Directions: Repeat, exactly and with no pictures, the lines that run from the beginning of the entries through the line containing "position:relative; width:2239px; height:335px;".
═════ Information supplied
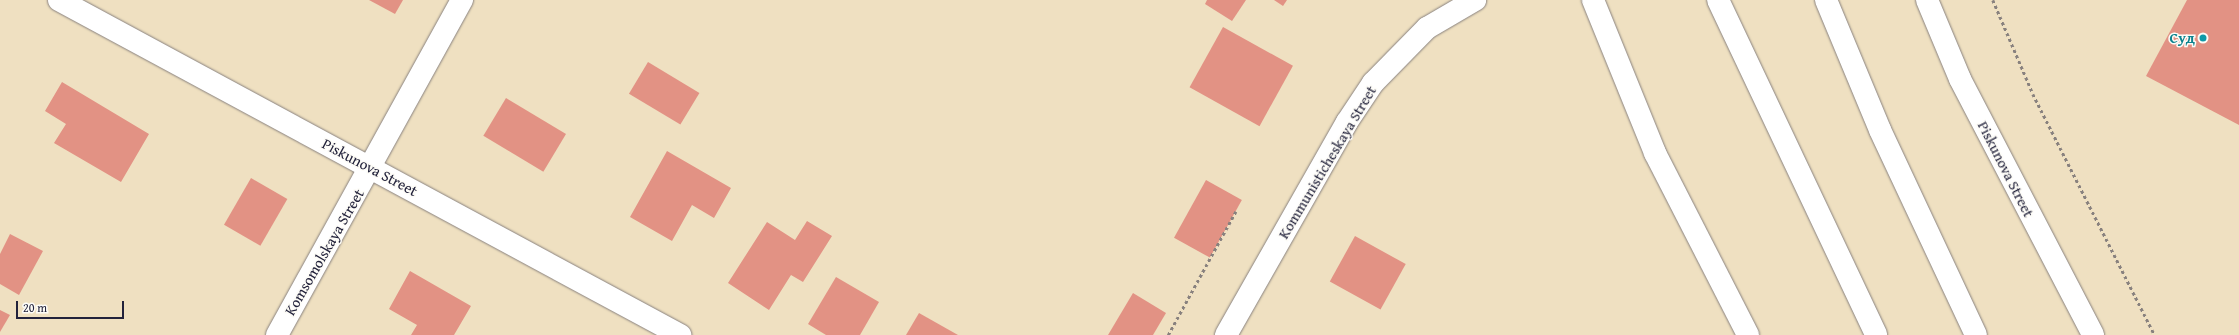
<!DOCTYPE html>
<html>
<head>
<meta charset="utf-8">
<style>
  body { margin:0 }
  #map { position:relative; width:2239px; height:335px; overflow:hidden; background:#efe0c1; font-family:"Gentium Book Plus",serif }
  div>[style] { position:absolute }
  .building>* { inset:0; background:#e29284; transform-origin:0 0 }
  .path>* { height:2.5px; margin-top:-1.25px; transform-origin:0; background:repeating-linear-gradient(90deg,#88817e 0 3px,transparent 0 6px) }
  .roads { filter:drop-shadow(0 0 1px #88817e) drop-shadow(0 0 1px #88817e) }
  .street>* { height:22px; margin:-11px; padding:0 11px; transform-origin:11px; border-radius:11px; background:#fff }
  .secondary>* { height:22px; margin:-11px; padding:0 11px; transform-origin:11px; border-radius:11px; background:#fff }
  .primary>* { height:22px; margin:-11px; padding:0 11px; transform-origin:11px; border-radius:11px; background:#fff }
  .dots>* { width:11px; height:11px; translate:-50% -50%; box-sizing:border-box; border:2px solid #fdfcf7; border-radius:50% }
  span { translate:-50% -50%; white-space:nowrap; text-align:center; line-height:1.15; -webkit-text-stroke:3px #fdfcf7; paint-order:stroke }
  .culture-label { font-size:15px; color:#0d838f; font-weight:700 }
  .right { translate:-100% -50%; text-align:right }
  .street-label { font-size:15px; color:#22223b }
  .scale { position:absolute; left:16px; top:301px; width:108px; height:18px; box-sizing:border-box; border:2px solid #22223b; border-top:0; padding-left:5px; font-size:12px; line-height:14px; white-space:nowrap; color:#22223b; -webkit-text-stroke:3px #fdfcf7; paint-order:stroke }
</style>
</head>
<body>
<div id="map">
  <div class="building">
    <i style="clip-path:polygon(369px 0,403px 0,395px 14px)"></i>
    <i style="clip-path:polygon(1207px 0,1246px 0,1232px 21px,1205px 4px)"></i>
    <i style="clip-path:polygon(1274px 0,1287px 0,1283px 6px)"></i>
    <i style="clip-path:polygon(2187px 0,2239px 0,2239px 125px,2146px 76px)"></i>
    <i style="left:1223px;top:27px;width:80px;height:69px;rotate:29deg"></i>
    <i style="left:648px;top:62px;width:60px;height:37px;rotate:31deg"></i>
    <i style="clip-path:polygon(62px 82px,149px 134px,121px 182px,54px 143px,66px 124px,45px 111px)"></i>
    <i style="left:506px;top:98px;width:70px;height:44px;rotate:31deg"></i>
    <i style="clip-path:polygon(667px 151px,731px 188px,714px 218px,692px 205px,672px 241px,630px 217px)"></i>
    <i style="left:251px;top:178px;width:42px;height:54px;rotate:30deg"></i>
    <i style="left:1206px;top:180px;width:41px;height:66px;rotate:29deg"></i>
    <i style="clip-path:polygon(807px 221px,832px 236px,803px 282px,791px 275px,769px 310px,728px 283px,767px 222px,795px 240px)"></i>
    <i style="clip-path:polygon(10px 234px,43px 251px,19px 295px,0 284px,0 254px)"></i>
    <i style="left:1355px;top:236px;width:58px;height:52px;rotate:29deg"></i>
    <i style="clip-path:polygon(410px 271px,471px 306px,454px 335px,411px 335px,417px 325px,389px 309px)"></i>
    <i style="clip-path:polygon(836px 277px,879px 302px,860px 335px,826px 335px,808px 324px)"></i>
    <i style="clip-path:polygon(1133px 293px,1166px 313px,1153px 335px,1108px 335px)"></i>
    <i style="clip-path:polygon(0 310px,10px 315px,0 332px)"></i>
    <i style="clip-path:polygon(919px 313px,958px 335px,906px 335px)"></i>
  </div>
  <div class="path">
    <i style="left:1993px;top:0;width:102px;rotate:66.9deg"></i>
    <i style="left:2033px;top:94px;width:270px;rotate:63.2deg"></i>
    <i style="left:1168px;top:335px;width:141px;rotate:-61.3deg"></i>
  </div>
  <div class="roads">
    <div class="street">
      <i style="left:59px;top:0;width:706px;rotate:28.34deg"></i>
      <i style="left:277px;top:335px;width:383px;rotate:-61.1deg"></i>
    </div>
    <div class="secondary">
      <i style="left:1718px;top:0;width:370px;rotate:64.7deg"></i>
      <i style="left:1826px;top:0;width:141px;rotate:67.4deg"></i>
      <i style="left:1880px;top:130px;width:226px;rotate:64.9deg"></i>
      <i style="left:1226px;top:335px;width:245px;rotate:-60.4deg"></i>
      <i style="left:1347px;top:122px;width:47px;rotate:-56.3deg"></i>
      <i style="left:1373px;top:83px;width:77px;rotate:-45.5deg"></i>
      <i style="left:1427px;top:28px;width:56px;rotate:-30.3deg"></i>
    </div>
    <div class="primary">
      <i style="left:1593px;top:0;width:165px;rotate:67.9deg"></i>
      <i style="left:1655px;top:153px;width:204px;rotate:62.9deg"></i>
      <i style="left:1927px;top:0;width:86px;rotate:67.3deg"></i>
      <i style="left:1960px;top:79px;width:288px;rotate:62.5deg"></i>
    </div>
  </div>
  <div class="dots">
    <i style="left:2203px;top:38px;background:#0f9aa8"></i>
  </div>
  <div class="culture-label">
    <span class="right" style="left:2195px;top:38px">Суд</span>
  </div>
  <div class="street-label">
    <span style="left:1327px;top:162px;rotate:-59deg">Kommunisticheskaya Street</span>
    <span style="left:370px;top:167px;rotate:28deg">Piskunova Street</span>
    <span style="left:2006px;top:169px;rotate:63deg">Piskunova Street</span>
    <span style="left:324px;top:252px;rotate:-60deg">Komsomolskaya Street</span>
  </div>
  <div class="scale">20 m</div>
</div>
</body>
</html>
══════════
Problem solution:
<!DOCTYPE html>
<html>
<head>
<meta charset="utf-8">
<style>
  body { margin:0 }
  #map { position:relative; width:2239px; height:335px; overflow:hidden; background:#efe0c1; font-family:"Gentium Book Plus",serif }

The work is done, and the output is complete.